Vor vier Jahren haben wir im Rahmen eines Projekts in München das erste Mal OpenStreetMap (OSM) in einem Kundenbericht erwähnt. Damals bedurfte das freie Geodatenprojekt bei unserem Auftraggeber einiger Erklärungen, obwohl schon zu diesem Zeitpunkt die Stadt München in OSM qualitativ und quantitativ sehr gut abgedeckt war. In den letzten Jahren ist OSM immer mehr ins öffentliche Bewusstsein gerückt und Unternehmen wie Apple nutzen die Daten von OSM. Doch was ist OpenStreetMap genau?

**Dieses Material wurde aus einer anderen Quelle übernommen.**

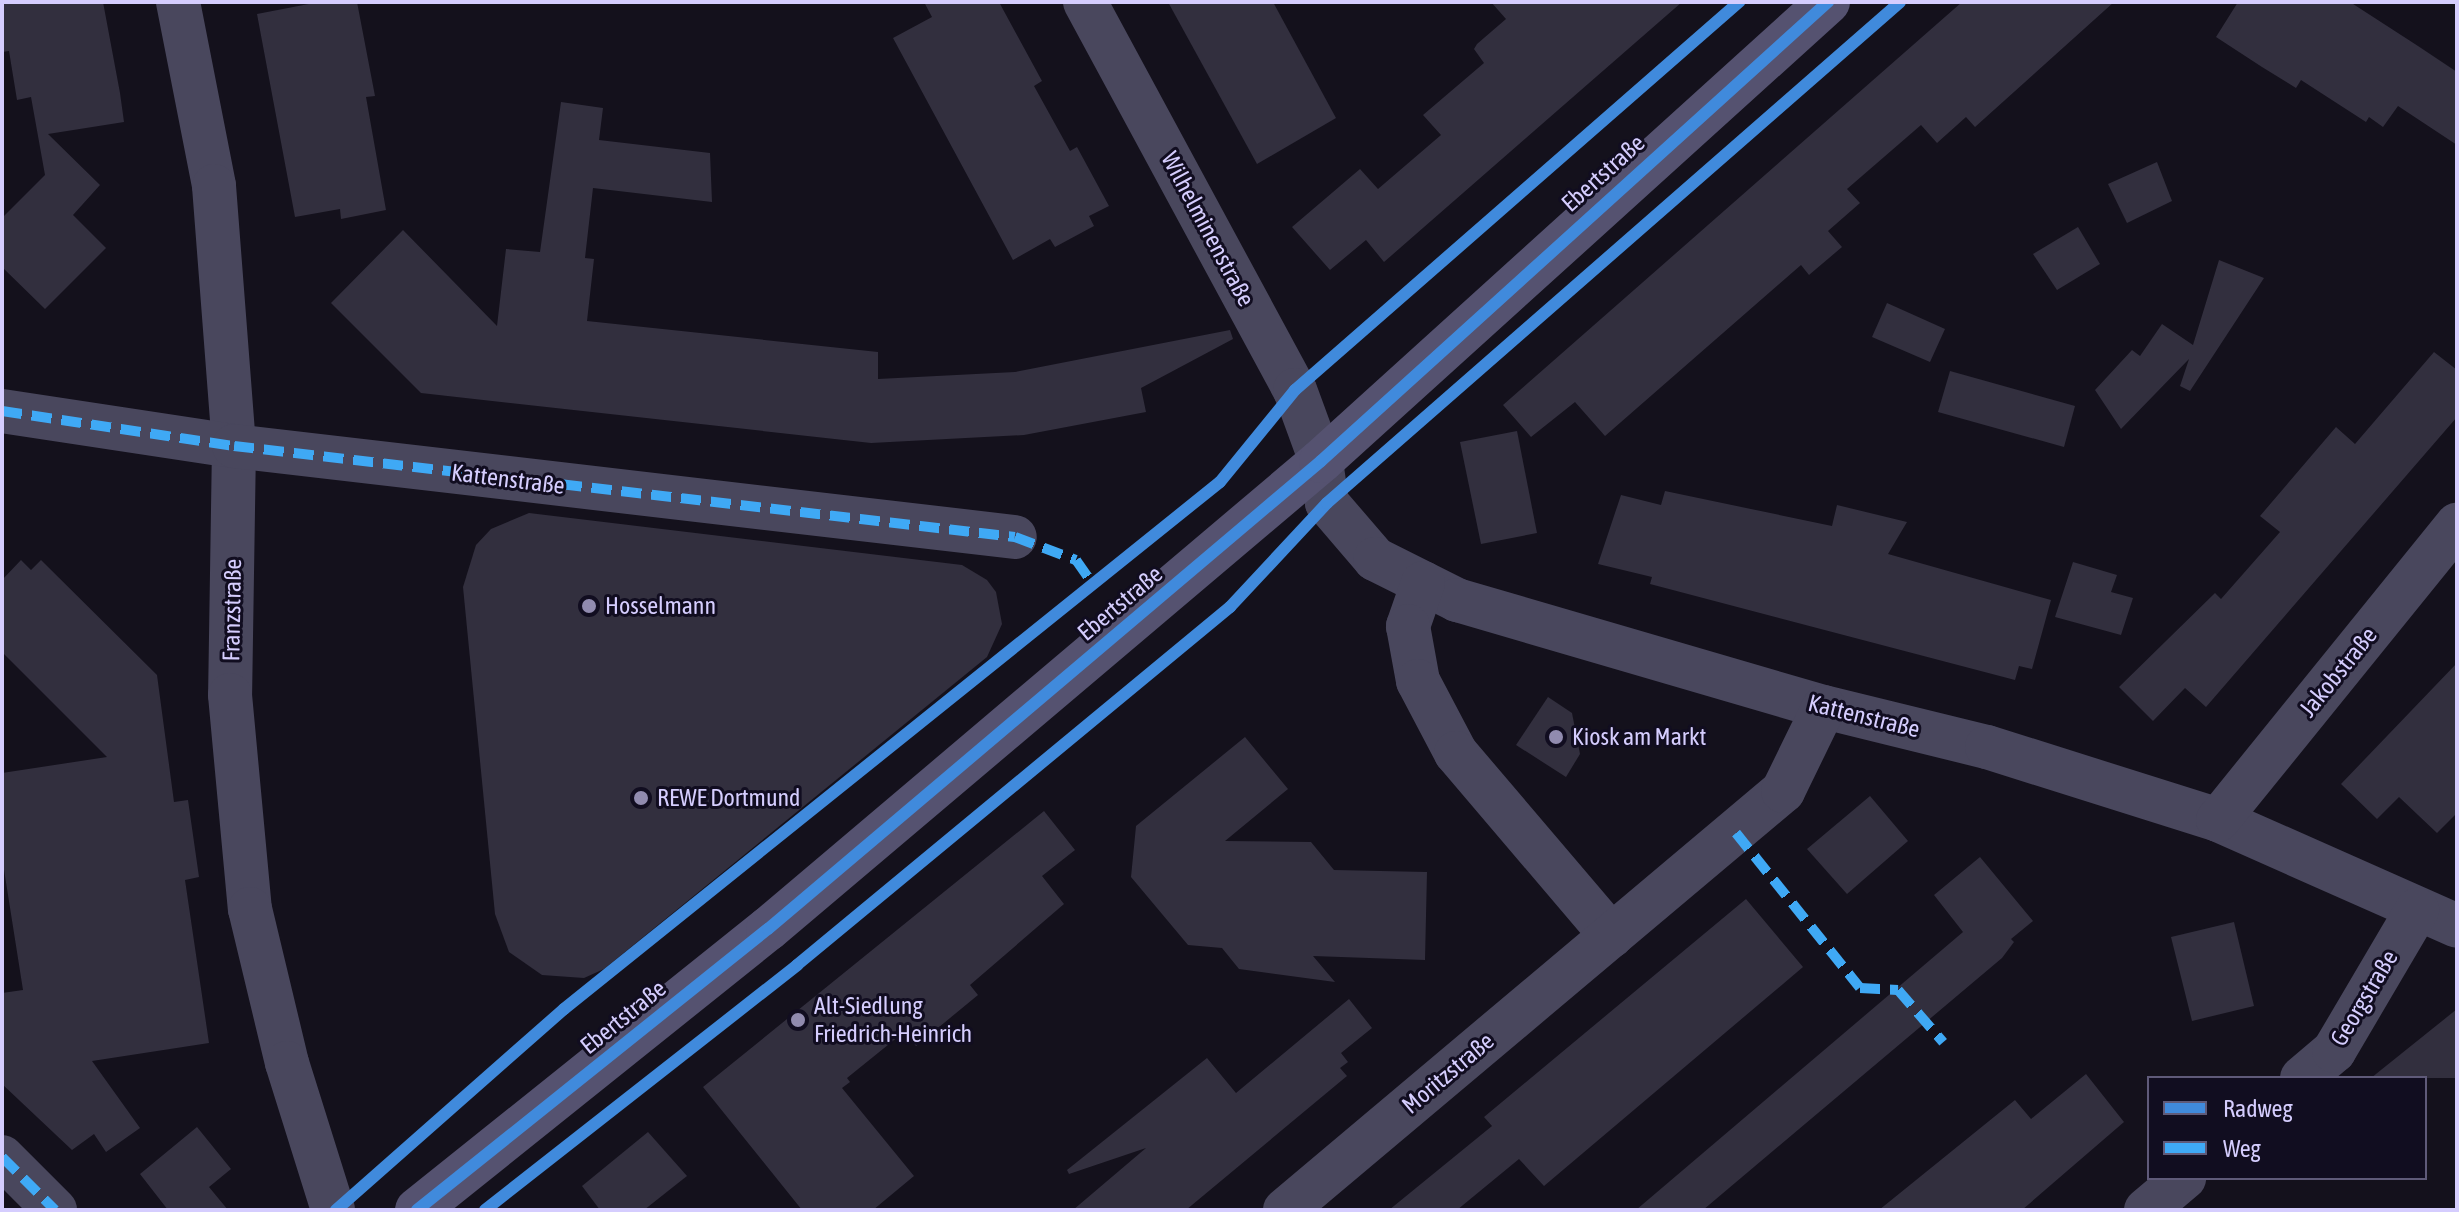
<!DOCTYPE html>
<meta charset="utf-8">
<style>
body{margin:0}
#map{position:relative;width:2459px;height:1212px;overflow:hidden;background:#14111c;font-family:"Asap Condensed",sans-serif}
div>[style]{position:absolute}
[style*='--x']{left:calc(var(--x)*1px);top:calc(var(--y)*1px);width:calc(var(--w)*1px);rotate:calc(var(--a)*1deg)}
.building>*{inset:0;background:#322f3e}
.street>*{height:44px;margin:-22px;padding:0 22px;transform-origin:22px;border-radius:22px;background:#49475d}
.secondary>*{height:44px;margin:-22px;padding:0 22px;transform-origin:22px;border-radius:22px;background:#555270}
.quiet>*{height:10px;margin-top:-5px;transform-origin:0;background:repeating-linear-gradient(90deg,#3fa9f5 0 20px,transparent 0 30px)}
.cycleway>*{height:12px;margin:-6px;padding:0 6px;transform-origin:6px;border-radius:6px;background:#408adc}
.dots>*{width:22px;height:22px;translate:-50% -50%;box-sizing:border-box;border:4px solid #110d20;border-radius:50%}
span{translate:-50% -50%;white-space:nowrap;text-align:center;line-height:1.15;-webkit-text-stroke:6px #110d20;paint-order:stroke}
.street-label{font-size:24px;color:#d5cdfe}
.poi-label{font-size:24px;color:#d5cdfe}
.left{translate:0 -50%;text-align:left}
.frame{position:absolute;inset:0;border:4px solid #d5cdfe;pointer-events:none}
.legend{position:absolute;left:2147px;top:1076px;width:280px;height:104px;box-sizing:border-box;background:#110d20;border:2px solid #5f5a79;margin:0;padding:10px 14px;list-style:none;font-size:24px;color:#d5cdfe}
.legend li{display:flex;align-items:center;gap:16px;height:40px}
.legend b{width:40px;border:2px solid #5f5a79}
</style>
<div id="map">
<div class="building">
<div style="clip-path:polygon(2px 2px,103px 2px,120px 93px,124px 122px,48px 134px,100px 185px,73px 215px,106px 248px,45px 309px,2px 267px,2px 218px,45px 175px,31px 97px,17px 100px,9px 51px,2px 52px)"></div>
<div style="clip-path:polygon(319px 2px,357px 2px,375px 96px,366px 97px,386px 210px,341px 219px,340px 209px,295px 217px,257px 14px)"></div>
<div style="clip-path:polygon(924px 2px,999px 2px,1042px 81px,1034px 86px,1070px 151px,1077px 147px,1109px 206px,1089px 216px,1094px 226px,1055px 247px,1050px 239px,1013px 260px,893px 38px,932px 17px)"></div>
<div style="clip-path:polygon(1168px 2px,1273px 2px,1336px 118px,1257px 164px)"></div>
<div style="clip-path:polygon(1491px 2px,1682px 2px,1384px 262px,1366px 240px,1330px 270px,1292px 227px,1360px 169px,1378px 189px,1441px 135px,1423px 115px,1484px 63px,1474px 49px,1477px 44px,1506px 19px)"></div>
<div style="clip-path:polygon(1962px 2px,2114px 2px,1975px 127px,1966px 117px,1937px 143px,1921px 125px,1847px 189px,1860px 203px,1828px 231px,1842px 247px,1809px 275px,1801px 265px,1605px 436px,1575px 402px,1531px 437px,1503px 405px)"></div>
<div style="clip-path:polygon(2238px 2px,2350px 2px,2418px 46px,2457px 72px,2457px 145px,2398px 106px,2383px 127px,2369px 117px,2366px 122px,2301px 80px,2296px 88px,2262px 67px,2216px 37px)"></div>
<div style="clip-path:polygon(561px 102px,603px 108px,599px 140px,710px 153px,712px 202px,593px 188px,585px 258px,594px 259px,587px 321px,878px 352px,878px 379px,1015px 372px,1230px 330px,1233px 339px,1141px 388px,1146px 412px,1024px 435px,871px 443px,421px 393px,331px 303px,403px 230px,497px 326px,506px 249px,540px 252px)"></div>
<div style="clip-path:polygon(2157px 162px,2172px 201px,2127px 223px,2108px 184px)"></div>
<div style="clip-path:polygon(2078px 227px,2100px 264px,2057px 290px,2033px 254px)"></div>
<div style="clip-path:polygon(2219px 260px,2264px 278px,2190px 391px,2180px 386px,2189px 359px,2121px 429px,2095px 390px,2132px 350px,2140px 356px,2162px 324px,2193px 345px)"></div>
<div style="clip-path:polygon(1887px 303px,1945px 329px,1930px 362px,1872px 337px)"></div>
<div style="clip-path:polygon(2434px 352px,2457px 370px,2457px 417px,2206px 707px,2185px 688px,2153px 721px,2119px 687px,2215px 593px,2221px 599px,2280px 532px,2260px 516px,2336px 427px,2355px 444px)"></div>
<div style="clip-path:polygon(1950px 371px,2075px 406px,2064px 447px,1938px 412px)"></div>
<div style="clip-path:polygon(1517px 431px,1537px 533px,1481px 544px,1460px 442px)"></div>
<div style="clip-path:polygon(1665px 491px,1832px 526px,1837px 505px,1907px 522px,1888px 554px,2051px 600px,2032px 669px,2019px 666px,2015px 680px,1650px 584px,1652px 577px,1598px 564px,1621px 495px,1661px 505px)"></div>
<div style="clip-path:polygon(529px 513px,962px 565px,987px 580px,996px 592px,1002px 624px,987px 657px,604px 969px,584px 978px,542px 975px,509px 952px,495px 914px,463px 587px,476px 545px,491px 529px)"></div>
<div style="clip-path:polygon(21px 560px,31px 570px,41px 560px,157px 675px,174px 802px,188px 800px,199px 877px,185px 880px,209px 1043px,92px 1061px,140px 1128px,106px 1152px,94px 1134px,72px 1150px,2px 1084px,2px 993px,23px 990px,2px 857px,2px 773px,107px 757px,2px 652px,2px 580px)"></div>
<div style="clip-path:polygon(2073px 562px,2117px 575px,2111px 592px,2133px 598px,2121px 635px,2055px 617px)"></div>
<div style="clip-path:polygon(2457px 663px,2457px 813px,2437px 833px,2399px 797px,2377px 819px,2341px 784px)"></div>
<div style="clip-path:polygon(1548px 697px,1572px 713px,1580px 754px,1566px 777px,1516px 745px)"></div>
<div style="clip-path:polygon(1245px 737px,1288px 789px,1225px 841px,1311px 842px,1334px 870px,1427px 872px,1425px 960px,1313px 956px,1335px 982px,1239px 969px,1222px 948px,1188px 945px,1131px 877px,1136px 826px)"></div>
<div style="clip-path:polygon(1870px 796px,1908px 841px,1847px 894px,1807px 849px)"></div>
<div style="clip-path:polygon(1044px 811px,1075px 850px,1042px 876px,1064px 904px,970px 985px,978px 995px,916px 1046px,904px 1032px,847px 1078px,850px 1082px,842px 1088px,914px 1176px,873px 1210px,802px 1210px,703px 1087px)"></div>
<div style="clip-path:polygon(1980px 857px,2033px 921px,2011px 939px,2014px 942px,2002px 958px,1703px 1210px,1636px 1210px,1963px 932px,1934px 895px)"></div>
<div style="clip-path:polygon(1746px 899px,1803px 967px,1544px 1186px,1519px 1159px,1457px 1210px,1389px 1210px,1492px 1126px,1484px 1117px)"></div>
<div style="clip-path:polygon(2234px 922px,2254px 1006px,2192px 1021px,2171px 937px)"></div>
<div style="clip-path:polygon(1349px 999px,1372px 1028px,1341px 1053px,1348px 1062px,1340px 1068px,1347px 1076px,1186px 1210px,1073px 1210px,1146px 1148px,1069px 1174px,1067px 1170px,1207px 1058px,1236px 1093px)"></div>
<div style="clip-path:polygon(2457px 1009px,2457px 1078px,2371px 1078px)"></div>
<div style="clip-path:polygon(2086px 1074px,2124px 1122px,2022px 1210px,1879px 1210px,2015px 1100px,2031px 1119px)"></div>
<div style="clip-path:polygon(197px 1127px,231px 1169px,209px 1187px,228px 1210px,168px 1210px,140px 1174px)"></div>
<div style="clip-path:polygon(648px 1132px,687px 1176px,644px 1210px,600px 1210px,582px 1186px)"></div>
</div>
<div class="street">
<div style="--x:178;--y:2;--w:187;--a:78.9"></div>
<div style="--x:214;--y:186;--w:261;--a:85.6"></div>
<div style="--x:234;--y:446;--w:249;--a:90.9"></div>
<div style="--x:230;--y:695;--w:215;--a:84.7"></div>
<div style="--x:250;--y:909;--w:158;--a:76.5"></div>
<div style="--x:287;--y:1063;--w:154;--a:72.6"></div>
<div style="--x:1085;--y:2;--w:441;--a:61.6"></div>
<div style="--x:1295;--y:390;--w:76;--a:69.9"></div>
<div style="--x:1321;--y:461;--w:42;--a:81.9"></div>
<div style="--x:1327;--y:503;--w:74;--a:49.4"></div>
<div style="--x:1375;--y:559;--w:92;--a:26.6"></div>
<div style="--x:1457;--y:600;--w:382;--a:16.3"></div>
<div style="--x:1824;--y:707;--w:168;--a:13.8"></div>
<div style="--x:1987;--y:747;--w:242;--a:17.5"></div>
<div style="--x:2218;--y:820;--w:261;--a:23.9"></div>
<div style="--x:2;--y:411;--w:235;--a:8.6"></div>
<div style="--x:234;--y:446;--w:786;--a:6.65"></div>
<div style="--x:1423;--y:583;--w:46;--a:109.2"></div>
<div style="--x:1408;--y:626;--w:56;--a:79.7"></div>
<div style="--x:1418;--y:681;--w:81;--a:62.2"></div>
<div style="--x:1456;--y:753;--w:240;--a:49.6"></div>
<div style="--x:2218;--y:820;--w:380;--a:-51"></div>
<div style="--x:2302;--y:1078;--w:42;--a:-40.2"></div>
<div style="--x:2334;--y:1051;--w:164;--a:-59.5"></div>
<div style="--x:2;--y:1157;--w:75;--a:45"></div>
<div style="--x:1285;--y:1210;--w:651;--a:-40.08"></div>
<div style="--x:1783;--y:791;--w:93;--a:-64"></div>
<div style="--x:2146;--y:1210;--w:50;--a:-40.1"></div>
</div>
<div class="secondary">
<div style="--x:417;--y:1210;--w:450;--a:-38.7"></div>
<div style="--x:768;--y:929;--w:724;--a:-40.24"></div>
<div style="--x:1321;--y:461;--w:684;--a:-42.16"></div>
</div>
<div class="quiet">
<div style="--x:2;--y:411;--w:235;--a:8.6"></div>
<div style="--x:234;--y:446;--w:786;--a:6.65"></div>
<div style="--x:1015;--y:537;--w:65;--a:20.7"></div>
<div style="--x:1076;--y:560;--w:29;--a:55"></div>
<div style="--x:1736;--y:833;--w:198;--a:51.3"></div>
<div style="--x:1860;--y:988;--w:38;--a:3"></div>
<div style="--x:1898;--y:990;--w:69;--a:49.1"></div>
<div style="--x:2;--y:1157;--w:75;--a:45"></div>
</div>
<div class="cycleway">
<div style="--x:336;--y:1210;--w:304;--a:-41.4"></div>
<div style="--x:564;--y:1009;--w:841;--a:-38.78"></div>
<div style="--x:1220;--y:482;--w:119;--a:-50.8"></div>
<div style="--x:1295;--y:390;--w:590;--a:-41.15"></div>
<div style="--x:417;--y:1210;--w:450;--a:-38.7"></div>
<div style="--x:768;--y:929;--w:724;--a:-40.24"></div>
<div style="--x:1321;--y:461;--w:684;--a:-42.16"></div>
<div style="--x:485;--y:1210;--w:397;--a:-38.1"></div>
<div style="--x:797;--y:965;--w:562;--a:-39.58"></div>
<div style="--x:1230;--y:607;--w:142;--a:-47"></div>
<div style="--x:1327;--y:503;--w:761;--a:-41.16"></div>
</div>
<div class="dots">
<div style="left:589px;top:606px;background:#918baf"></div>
<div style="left:1556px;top:737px;background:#918baf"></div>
<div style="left:641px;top:798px;background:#918baf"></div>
<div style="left:798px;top:1020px;background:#918baf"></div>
</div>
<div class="street-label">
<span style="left:1603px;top:173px;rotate:-42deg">Ebertstraße</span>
<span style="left:1208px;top:229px;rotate:62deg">Wilhelminenstraße</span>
<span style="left:508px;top:479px;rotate:7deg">Kattenstraße</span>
<span style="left:1120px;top:603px;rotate:-40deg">Ebertstraße</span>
<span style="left:232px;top:610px;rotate:-89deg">Franzstraße</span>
<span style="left:2338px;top:672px;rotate:-51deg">Jakobstraße</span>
<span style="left:1864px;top:716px;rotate:14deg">Kattenstraße</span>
<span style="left:2364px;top:998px;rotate:-59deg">Georgstraße</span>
<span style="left:623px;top:1017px;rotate:-39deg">Ebertstraße</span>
<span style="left:1448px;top:1073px;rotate:-40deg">Moritzstraße</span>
</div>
<div class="poi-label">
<span class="left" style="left:605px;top:606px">Hosselmann</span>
<span class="left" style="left:1572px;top:737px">Kiosk am Markt</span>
<span class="left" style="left:657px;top:798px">REWE Dortmund</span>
<span class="left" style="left:814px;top:1020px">Alt-Siedlung<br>Friedrich-Heinrich</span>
</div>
<div class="frame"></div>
<ul class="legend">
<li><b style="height:10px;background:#408adc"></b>Radweg</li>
<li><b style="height:10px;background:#3fa9f5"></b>Weg</li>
</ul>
</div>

Eine gängige Erklärung war und ist weiterhin, OpenStreetMap sei „Wikipedia für Karten“. Als erste Näherung ist die Definition nicht schlecht, da damit insbesondere der Crowdsourcing-Charakter herausgestrichen wird. Der Vergleich wird aber eigentlich beiden Projekten nicht ganz gerecht und hilft auch nicht, OpenStreetMap im Detail zu verstehen.

Ich möchte in diesem Blogpost den Vergleich von OpenStreetMap und Wikipedia nutzen, um uns dem Phänomen freier Geodaten zu nähern. Vor anderthalb Jahren hat Oliver Kühn bereits einen Blogpost über OpenStreetMap und Wikipedia geschrieben. Wir nehmen die Idee auf und möchten eine Reihe von Ähnlichkeiten und Unterschieden aufzeigen. Wir hoffen, dass dies dem besseren Verständnis für Crowdsourcing-Projekte allgemein und OSM im Besonderen dient.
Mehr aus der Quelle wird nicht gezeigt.